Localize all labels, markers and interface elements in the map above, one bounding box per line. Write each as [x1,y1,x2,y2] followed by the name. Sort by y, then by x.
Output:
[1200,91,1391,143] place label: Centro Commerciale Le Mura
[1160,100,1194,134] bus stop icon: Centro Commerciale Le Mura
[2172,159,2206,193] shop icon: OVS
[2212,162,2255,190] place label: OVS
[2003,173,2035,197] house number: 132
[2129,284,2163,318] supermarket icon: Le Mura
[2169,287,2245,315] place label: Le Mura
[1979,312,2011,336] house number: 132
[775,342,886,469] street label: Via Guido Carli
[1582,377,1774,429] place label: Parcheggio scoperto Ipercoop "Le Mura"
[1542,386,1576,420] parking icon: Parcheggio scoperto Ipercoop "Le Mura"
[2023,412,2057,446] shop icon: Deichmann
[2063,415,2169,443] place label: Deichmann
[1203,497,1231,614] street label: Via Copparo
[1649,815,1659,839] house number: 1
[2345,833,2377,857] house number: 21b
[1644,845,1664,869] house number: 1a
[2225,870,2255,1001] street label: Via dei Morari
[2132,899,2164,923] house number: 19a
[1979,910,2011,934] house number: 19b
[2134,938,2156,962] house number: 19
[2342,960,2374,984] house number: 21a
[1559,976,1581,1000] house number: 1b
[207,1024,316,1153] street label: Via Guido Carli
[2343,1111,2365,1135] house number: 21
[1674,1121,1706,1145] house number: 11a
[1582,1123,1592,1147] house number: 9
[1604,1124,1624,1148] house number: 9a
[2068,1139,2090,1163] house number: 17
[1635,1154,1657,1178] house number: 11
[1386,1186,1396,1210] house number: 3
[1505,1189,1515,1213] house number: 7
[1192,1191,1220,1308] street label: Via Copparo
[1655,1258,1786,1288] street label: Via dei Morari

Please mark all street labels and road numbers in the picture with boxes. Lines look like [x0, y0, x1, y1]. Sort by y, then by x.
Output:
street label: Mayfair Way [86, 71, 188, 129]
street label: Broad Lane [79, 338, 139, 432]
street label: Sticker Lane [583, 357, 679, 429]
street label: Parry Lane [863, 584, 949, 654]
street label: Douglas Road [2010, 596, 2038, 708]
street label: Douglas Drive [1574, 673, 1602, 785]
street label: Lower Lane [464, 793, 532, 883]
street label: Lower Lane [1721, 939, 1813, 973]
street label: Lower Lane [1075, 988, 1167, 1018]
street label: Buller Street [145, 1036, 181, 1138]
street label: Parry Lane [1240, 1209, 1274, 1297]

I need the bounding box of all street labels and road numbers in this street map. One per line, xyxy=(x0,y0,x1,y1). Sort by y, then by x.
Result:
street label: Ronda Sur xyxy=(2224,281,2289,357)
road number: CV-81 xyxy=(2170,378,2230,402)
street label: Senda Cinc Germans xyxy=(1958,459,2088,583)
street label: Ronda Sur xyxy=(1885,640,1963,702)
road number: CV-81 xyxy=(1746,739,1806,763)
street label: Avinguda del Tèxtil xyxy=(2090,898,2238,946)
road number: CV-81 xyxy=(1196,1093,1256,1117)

→ **WHAT IS BEING ASKED**
Every entry above should be duplicated exactly.

→ **ANSWER SPACE**
Localize all labels, markers and interface elements in the map above, one bounding box per line. Write each as [x1,y1,x2,y2] followed by the name. Sort by y, then by x.
Output:
[1200,91,1391,143] place label: Centro Commerciale Le Mura
[1160,100,1194,134] bus stop icon: Centro Commerciale Le Mura
[2172,159,2206,193] shop icon: OVS
[2212,162,2255,190] place label: OVS
[2003,173,2035,197] house number: 132
[2129,284,2163,318] supermarket icon: Le Mura
[2169,287,2245,315] place label: Le Mura
[1979,312,2011,336] house number: 132
[775,342,886,469] street label: Via Guido Carli
[1582,377,1774,429] place label: Parcheggio scoperto Ipercoop "Le Mura"
[1542,386,1576,420] parking icon: Parcheggio scoperto Ipercoop "Le Mura"
[2023,412,2057,446] shop icon: Deichmann
[2063,415,2169,443] place label: Deichmann
[1203,497,1231,614] street label: Via Copparo
[1649,815,1659,839] house number: 1
[2345,833,2377,857] house number: 21b
[1644,845,1664,869] house number: 1a
[2225,870,2255,1001] street label: Via dei Morari
[2132,899,2164,923] house number: 19a
[1979,910,2011,934] house number: 19b
[2134,938,2156,962] house number: 19
[2342,960,2374,984] house number: 21a
[1559,976,1581,1000] house number: 1b
[207,1024,316,1153] street label: Via Guido Carli
[2343,1111,2365,1135] house number: 21
[1674,1121,1706,1145] house number: 11a
[1582,1123,1592,1147] house number: 9
[1604,1124,1624,1148] house number: 9a
[2068,1139,2090,1163] house number: 17
[1635,1154,1657,1178] house number: 11
[1386,1186,1396,1210] house number: 3
[1505,1189,1515,1213] house number: 7
[1192,1191,1220,1308] street label: Via Copparo
[1655,1258,1786,1288] street label: Via dei Morari

Please mark all street labels and road numbers in the picture with boxes. Lines look like [x0, y0, x1, y1]. Sort by y, then by x.
Output:
street label: Mayfair Way [86, 71, 188, 129]
street label: Broad Lane [79, 338, 139, 432]
street label: Sticker Lane [583, 357, 679, 429]
street label: Parry Lane [863, 584, 949, 654]
street label: Douglas Road [2010, 596, 2038, 708]
street label: Douglas Drive [1574, 673, 1602, 785]
street label: Lower Lane [464, 793, 532, 883]
street label: Lower Lane [1721, 939, 1813, 973]
street label: Lower Lane [1075, 988, 1167, 1018]
street label: Buller Street [145, 1036, 181, 1138]
street label: Parry Lane [1240, 1209, 1274, 1297]

I need the bounding box of all street labels and road numbers in this street map. One per line, xyxy=(x0,y0,x1,y1). Sort by y, then by x.
Result:
street label: Ronda Sur xyxy=(2224,281,2289,357)
road number: CV-81 xyxy=(2170,378,2230,402)
street label: Senda Cinc Germans xyxy=(1958,459,2088,583)
street label: Ronda Sur xyxy=(1885,640,1963,702)
road number: CV-81 xyxy=(1746,739,1806,763)
street label: Avinguda del Tèxtil xyxy=(2090,898,2238,946)
road number: CV-81 xyxy=(1196,1093,1256,1117)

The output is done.